## WHAT IS NEEDED
Each line of the records below that includes "nowrap" adds one to the count; state the final count by itself.

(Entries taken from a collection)
%%

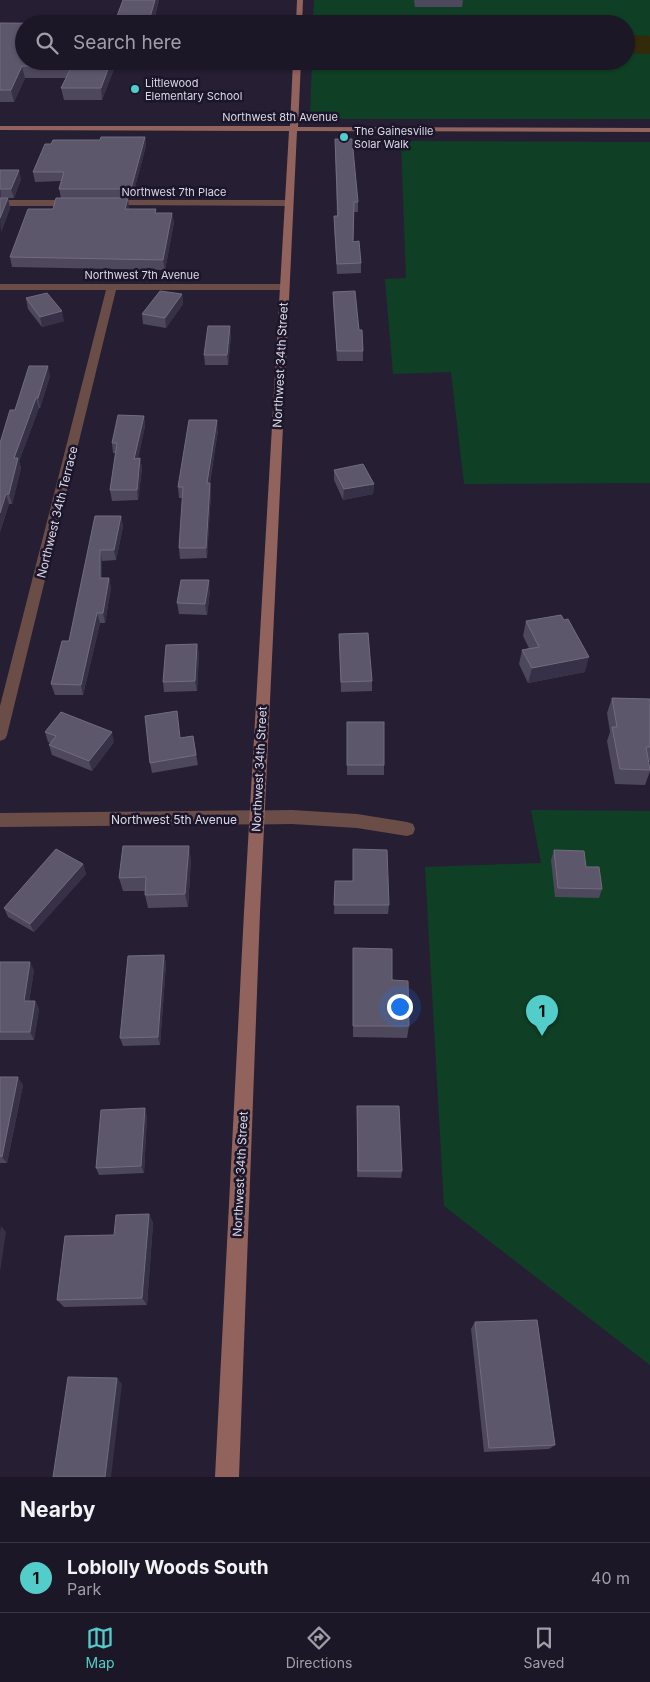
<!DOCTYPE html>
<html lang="en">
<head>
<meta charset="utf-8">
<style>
  body { margin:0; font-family:Inter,sans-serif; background:#25202f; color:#f1f3f6 }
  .you { position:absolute; left:399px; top:1006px; width:18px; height:18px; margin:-12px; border:4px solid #fff; border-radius:50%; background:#1a73e8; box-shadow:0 0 0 8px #1a73e833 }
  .badge { display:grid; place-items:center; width:32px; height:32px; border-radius:50%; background:#53cdca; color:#111; font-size:16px; font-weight:700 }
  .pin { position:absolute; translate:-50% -41px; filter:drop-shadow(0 1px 2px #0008) }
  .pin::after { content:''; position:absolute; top:26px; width:18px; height:15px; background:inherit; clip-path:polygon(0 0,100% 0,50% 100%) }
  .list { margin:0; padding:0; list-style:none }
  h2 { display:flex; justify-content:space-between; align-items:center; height:65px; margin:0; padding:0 20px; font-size:21px }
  h2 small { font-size:16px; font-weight:400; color:#a09fa7 }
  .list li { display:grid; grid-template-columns:32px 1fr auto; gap:15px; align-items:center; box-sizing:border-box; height:70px; padding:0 20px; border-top:1px solid #3a3644 }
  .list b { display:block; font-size:19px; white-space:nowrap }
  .list p { margin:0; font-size:16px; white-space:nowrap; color:#a09fa7 }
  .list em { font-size:16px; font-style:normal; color:#a09fa7 }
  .icon { flex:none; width:28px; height:28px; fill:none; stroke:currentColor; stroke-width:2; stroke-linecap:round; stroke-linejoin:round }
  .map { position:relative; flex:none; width:650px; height:1477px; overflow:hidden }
  .search { position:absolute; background:#1c1727; box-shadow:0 1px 4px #0004; left:15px; right:15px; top:15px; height:55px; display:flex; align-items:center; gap:12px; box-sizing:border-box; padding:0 18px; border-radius:28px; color:#a09fa7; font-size:19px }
  .sheet { height:135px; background:#1c1727 }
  nav { display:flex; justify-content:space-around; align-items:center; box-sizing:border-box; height:70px; border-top:1px solid #3a3644; background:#1c1727; font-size:14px; color:#a09fa7 }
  nav a { display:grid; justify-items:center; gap:2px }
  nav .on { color:#53cdca }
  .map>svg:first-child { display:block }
</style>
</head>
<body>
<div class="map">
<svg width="650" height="1477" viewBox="0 0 650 1477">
  <rect width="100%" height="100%" fill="#261f34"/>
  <g fill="#0f4025">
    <polygon points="314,0 650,0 650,119 310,119 312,61 626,61 626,24 313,24"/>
    <polygon points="401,141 650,142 650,483 464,484 451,372 393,374 385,279 406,278"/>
    <polygon points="531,810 650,811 650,1365 444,1206 425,867 541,863"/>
  </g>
  <polygon fill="#322a09" points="626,35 650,36 650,54 626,53"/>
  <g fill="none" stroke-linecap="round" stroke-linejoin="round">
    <g fill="#6b4d48" fill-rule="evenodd">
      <polygon points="0,200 74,200 78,203 74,206 0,206"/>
      <polygon points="110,200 288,200 292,203 288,206 107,205 107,201"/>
      <polygon points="0,284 284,284 289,287 284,290 116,290 7,735 5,739 0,741 0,706 106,290 0,290"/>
      <polygon points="292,810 357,814 407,822 413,824 415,829 413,834 407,836 357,828 292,824 0,827 0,813"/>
    </g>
    <g fill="#92635c" fill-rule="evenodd">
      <polygon points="297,0 303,0 302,24 296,24"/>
      <polygon points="293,61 301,61 298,127 650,128 650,132 297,131 260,912 239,1477 215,1477 244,912 289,131 0,130 0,126 290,126"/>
    </g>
  </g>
  <g fill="#4e485d">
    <polygon points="123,0 159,0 153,24 24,24 24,61 117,61 102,100 64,100 61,88 66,78 25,78 14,102 0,102 0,23 114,24"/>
    <polygon points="414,0 463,0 462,7 415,7"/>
    <polygon points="145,137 146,146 132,198 61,198 59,189 61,181 35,182 33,172 51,144"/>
    <polygon points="335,148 358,202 358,212 354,212 353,242 361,263 361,273 337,274 334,226 334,216 337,216"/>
    <polygon points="0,170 21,179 14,198 5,198 8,198 10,208 1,232"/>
    <polygon points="129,208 129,209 157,213 174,222 165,270 12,267 10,257"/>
    <polygon points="333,292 359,330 363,351 363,361 337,361 333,302"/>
    <polygon points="182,294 183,304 166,328 143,324 142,314"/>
    <polygon points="26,298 64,321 42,327 28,309"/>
    <polygon points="231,336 228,365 205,365 204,355"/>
    <polygon points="50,376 40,408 39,408 19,461 21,468 12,504 9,504 0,532 0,443 15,410"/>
    <polygon points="144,416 145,426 138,458 140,458 142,469 138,500 112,501 110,490 116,453 113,453 112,443"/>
    <polygon points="218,430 210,483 211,493 207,558 180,559 179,548 183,498 179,498 178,487"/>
    <polygon points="334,470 374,484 373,494 343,500 334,480"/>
    <polygon points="95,516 121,516 123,527 116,560 102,561 102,578 109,578 111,588 105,623 100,623 83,695 55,695 51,684 69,641"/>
    <polygon points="210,591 207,615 179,614 177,603"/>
    <polygon points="564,620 585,672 528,683 519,664 522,650 529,648 523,636 526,621"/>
    <polygon points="339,634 372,681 372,691 341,692"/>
    <polygon points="197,644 199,654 197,691 164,692 163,682"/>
    <polygon points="612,698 650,699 650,762 649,762 650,771 645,785 615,784 607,741 610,732 607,713"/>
    <polygon points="347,722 384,765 384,775 347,775"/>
    <polygon points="45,732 114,742 92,771 52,755 49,745 50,743 48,742"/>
    <polygon points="193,736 198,765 152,773 150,763 181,738"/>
    <polygon points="554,850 586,867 602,889 599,898 555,897 551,860"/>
    <polygon points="191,859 188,907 148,908 145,895 145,891 123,891 119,878"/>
    <polygon points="83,864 86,874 34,932 8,917 4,908"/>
    <polygon points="335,881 352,881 389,905 388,914 334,914"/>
    <polygon points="353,948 392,980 409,1026 407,1038 353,1037"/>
    <polygon points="164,955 166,964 160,1045 123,1046 120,1038"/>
    <polygon points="0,962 34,970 29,1001 35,1001 39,1009 34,1040 0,1040"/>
    <polygon points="0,1077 23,1085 7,1163 0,1163"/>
    <polygon points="357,1106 402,1171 401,1178 357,1177"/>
    <polygon points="147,1115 144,1173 99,1175 96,1168"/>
    <polygon points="149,1214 153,1223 147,1305 64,1307 57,1300 114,1235"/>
    <polygon points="475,1322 555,1445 549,1449 484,1452 471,1329"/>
  </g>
  <g fill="#373147">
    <polygon points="155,0 159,0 153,24 148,24"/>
    <polygon points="111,61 117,61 102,100 101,88"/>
    <polygon points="22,66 25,78 14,102 11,90"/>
    <polygon points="145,137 146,146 132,198 131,189"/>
    <polygon points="19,170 21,179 14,198 11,189"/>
    <polygon points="8,198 10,208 1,232 0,218"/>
    <polygon points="128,198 129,208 126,219 125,209"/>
    <polygon points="172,213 174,222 165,270 163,260"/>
    <polygon points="182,294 183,304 166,328 165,318"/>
    <polygon points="62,311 64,321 42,327 40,317"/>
    <polygon points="230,326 231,336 228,365 227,355"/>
    <polygon points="48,366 50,376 40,408 38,398"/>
    <polygon points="36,398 39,408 19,461 21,468 12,504 9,494 14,458"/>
    <polygon points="144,416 145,426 136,469 134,459"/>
    <polygon points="217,420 218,430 208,493 207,483"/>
    <polygon points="140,458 142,469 138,500 137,490"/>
    <polygon points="210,483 211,493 207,558 206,548"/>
    <polygon points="374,484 373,494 343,500 344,489"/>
    <polygon points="6,494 9,504 0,532 0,513"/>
    <polygon points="121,516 123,527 116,560 114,550"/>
    <polygon points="100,550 102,561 102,588 100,578"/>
    <polygon points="109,578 111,588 105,623 103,613"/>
    <polygon points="209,580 210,591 207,615 205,604"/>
    <polygon points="97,613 100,623 83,695 81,685"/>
    <polygon points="197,644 199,654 197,691 195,681"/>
    <polygon points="589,657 585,672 528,683 532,668"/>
    <polygon points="112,732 114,742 92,771 89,761"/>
    <polygon points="189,846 191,859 188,907 185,894"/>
    <polygon points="83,864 86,874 34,932 30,924"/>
    <polygon points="164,955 166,964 160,1045 158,1037"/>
    <polygon points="30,962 34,970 28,1009 24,1001"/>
    <polygon points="35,1001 39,1009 34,1040 30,1032"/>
    <polygon points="18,1077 23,1085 7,1163 2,1157"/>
    <polygon points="145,1108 147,1115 144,1173 141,1166"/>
    <polygon points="149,1214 153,1223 147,1305 142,1298"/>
    <polygon points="1,1226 6,1232 0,1272 0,1232"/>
    <polygon points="117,1378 122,1384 111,1477 105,1477"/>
  </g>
  <g fill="#5d576c" stroke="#716c7f">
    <polygon points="123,0 155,0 148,24 24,24 24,61 111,61 101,88 61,88 71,68 67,67 22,66 11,90 0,90 0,23 114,24"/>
    <polygon points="101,137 145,137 131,189 59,189 64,172 33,172 45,144 51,144 53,140 100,140"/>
    <polygon points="335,139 352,139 358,202 354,202 353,242 359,241 361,263 337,264 334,216 338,216"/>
    <polygon points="0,170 19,170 11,189 0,189"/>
    <polygon points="0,198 8,198 0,218"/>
    <polygon points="56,198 128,198 125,209 156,209 155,213 172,213 163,260 10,257 28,209 53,209"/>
    <polygon points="160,291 182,294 165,318 142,314"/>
    <polygon points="355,291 359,330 362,330 363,351 337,351 333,292"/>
    <polygon points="47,293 62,311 40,317 26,298"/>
    <polygon points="208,326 230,326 227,355 204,355"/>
    <polygon points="29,366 48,366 38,398 36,398 14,458 18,458 9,494 6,494 0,513 0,443 10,410 15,410"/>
    <polygon points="118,415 144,416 134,459 140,458 137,490 110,490 117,443 112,443"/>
    <polygon points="189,420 217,420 207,483 210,483 206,548 179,548 183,487 178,487"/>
    <polygon points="363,464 374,484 344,489 334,470"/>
    <polygon points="95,516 121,516 114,550 100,550 100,578 109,578 103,613 97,613 81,685 51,684 62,641 69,641"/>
    <polygon points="181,580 209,580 205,604 177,603"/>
    <polygon points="561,615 564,620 568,619 589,657 532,668 522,650 539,647 526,621"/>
    <polygon points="368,633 372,681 341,682 339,634"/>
    <polygon points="197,644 195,681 163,682 166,645"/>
    <polygon points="612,698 650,699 650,747 646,747 650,770 620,769 612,727 617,727"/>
    <polygon points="177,711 180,738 193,736 196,755 150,763 145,716"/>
    <polygon points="61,712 112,732 89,761 49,745 56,736 45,732"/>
    <rect x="347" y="722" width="37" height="43"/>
    <polygon points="123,846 189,846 185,894 145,895 146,877 119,878"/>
    <polygon points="56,849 83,864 30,924 4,908"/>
    <polygon points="353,849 387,850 389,905 334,905 335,881 353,881"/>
    <polygon points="554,850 584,851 586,867 599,867 602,889 558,888"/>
    <polygon points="353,948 392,949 392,980 408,981 409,1026 353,1026"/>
    <polygon points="164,955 158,1037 120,1038 128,956"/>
    <polygon points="0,962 30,962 24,1001 35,1001 30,1032 0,1032"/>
    <polygon points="0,1077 18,1077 2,1157 0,1156"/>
    <polygon points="357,1106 399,1106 402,1171 358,1171"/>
    <polygon points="145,1108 141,1166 96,1168 101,1110"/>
    <polygon points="149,1214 142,1298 57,1300 65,1236 114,1235 116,1215"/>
    <polygon points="537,1320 555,1445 489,1448 475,1322"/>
    <polygon points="68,1377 117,1378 105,1477 53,1477"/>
  </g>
  <g fill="#53cdca" stroke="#1c162a" stroke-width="2">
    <circle cx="135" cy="89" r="5"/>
    <circle cx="344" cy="137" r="5"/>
  </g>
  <g text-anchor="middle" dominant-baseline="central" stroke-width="5" stroke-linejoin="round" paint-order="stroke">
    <g font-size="11" fill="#dcd8e7" stroke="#1c162a" text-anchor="start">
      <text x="145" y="83">Littlewood<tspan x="145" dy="13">Elementary School</tspan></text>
      <text x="354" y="131">The Gainesville<tspan x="354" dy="13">Solar Walk</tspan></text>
    </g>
    <g font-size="11" fill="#dcd8e7" stroke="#1c162a">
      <text x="280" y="117">Northwest 8th Avenue</text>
      <text x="174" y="192">Northwest 7th Place</text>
      <text x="142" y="275">Northwest 7th Avenue</text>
    </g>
    <g font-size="12" fill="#dcd8e7" stroke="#1c162a">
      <text transform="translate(280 365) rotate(-87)">Northwest 34th Street</text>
      <text transform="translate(57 512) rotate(-76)">Northwest 34th Terrace</text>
      <text transform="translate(259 769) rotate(-87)">Northwest 34th Street</text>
      <text x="174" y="819">Northwest 5th Avenue</text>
      <text transform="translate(240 1174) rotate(-87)">Northwest 34th Street</text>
    </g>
  </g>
</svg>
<div class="you"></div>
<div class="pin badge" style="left:542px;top:1036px">1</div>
<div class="search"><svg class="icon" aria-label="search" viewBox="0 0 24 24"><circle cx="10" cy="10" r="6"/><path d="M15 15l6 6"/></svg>Search here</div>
</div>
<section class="sheet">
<h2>Nearby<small></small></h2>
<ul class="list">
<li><span class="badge">1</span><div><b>Loblolly Woods South</b><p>Park</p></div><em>40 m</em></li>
</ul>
</section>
<nav>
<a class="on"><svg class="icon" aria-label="map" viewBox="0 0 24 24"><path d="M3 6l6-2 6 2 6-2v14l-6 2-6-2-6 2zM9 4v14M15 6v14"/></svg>Map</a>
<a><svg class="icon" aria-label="directions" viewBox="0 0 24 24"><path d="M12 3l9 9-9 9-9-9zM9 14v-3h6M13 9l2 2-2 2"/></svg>Directions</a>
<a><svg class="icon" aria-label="saved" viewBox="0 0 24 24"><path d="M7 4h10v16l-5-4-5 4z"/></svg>Saved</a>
</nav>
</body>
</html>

%%

## ANSWER TO THIS PROBLEM
2